## WHAT THE TASK ASKS
Each entry that follows should be given again word for word; please leave out its pictures.

--- START ---

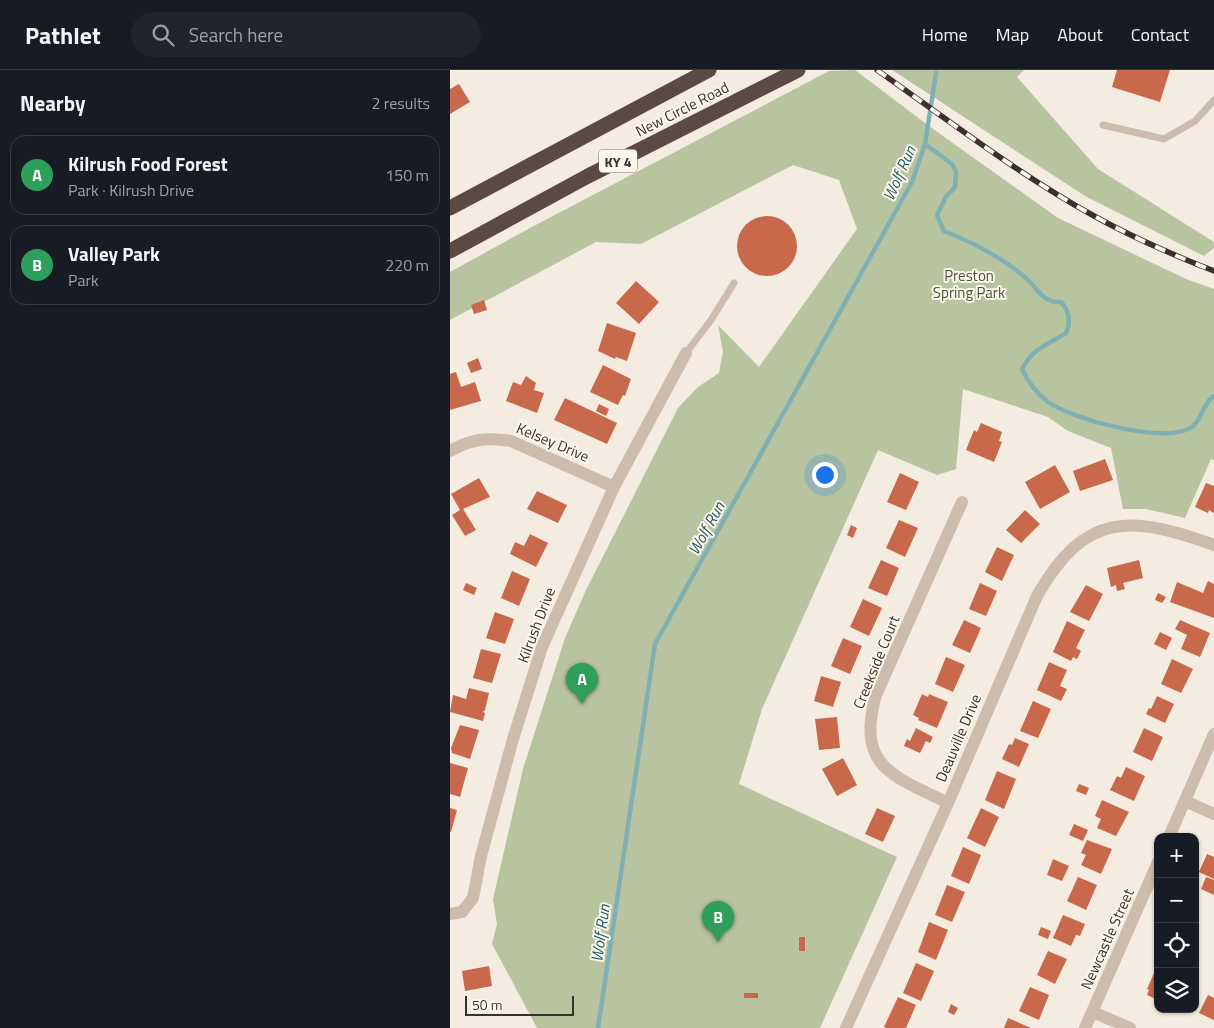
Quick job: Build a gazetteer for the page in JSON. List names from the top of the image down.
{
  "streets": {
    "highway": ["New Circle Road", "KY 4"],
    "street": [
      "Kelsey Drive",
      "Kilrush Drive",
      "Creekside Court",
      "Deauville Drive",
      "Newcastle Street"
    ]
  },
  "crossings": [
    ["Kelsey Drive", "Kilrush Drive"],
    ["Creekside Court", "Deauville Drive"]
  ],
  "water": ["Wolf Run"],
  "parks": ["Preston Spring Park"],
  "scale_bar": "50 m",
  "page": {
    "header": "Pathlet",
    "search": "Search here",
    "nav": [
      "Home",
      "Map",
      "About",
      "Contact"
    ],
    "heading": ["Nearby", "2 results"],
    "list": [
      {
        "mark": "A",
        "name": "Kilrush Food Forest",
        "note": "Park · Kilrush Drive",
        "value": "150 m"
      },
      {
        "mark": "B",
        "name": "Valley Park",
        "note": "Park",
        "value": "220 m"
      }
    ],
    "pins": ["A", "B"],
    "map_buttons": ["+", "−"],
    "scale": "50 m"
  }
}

--- END ---

## RESPONSE FOR THIS EXERCISE
Quick job: Build a gazetteer for the page in JSON. List names from the top of the image down.
{
  "streets": {
    "highway": ["New Circle Road", "KY 4"],
    "street": [
      "Kelsey Drive",
      "Kilrush Drive",
      "Creekside Court",
      "Deauville Drive",
      "Newcastle Street"
    ]
  },
  "crossings": [
    ["Kelsey Drive", "Kilrush Drive"],
    ["Creekside Court", "Deauville Drive"]
  ],
  "water": ["Wolf Run"],
  "parks": ["Preston Spring Park"],
  "scale_bar": "50 m",
  "page": {
    "header": "Pathlet",
    "search": "Search here",
    "nav": [
      "Home",
      "Map",
      "About",
      "Contact"
    ],
    "heading": ["Nearby", "2 results"],
    "list": [
      {
        "mark": "A",
        "name": "Kilrush Food Forest",
        "note": "Park · Kilrush Drive",
        "value": "150 m"
      },
      {
        "mark": "B",
        "name": "Valley Park",
        "note": "Park",
        "value": "220 m"
      }
    ],
    "pins": ["A", "B"],
    "map_buttons": ["+", "−"],
    "scale": "50 m"
  }
}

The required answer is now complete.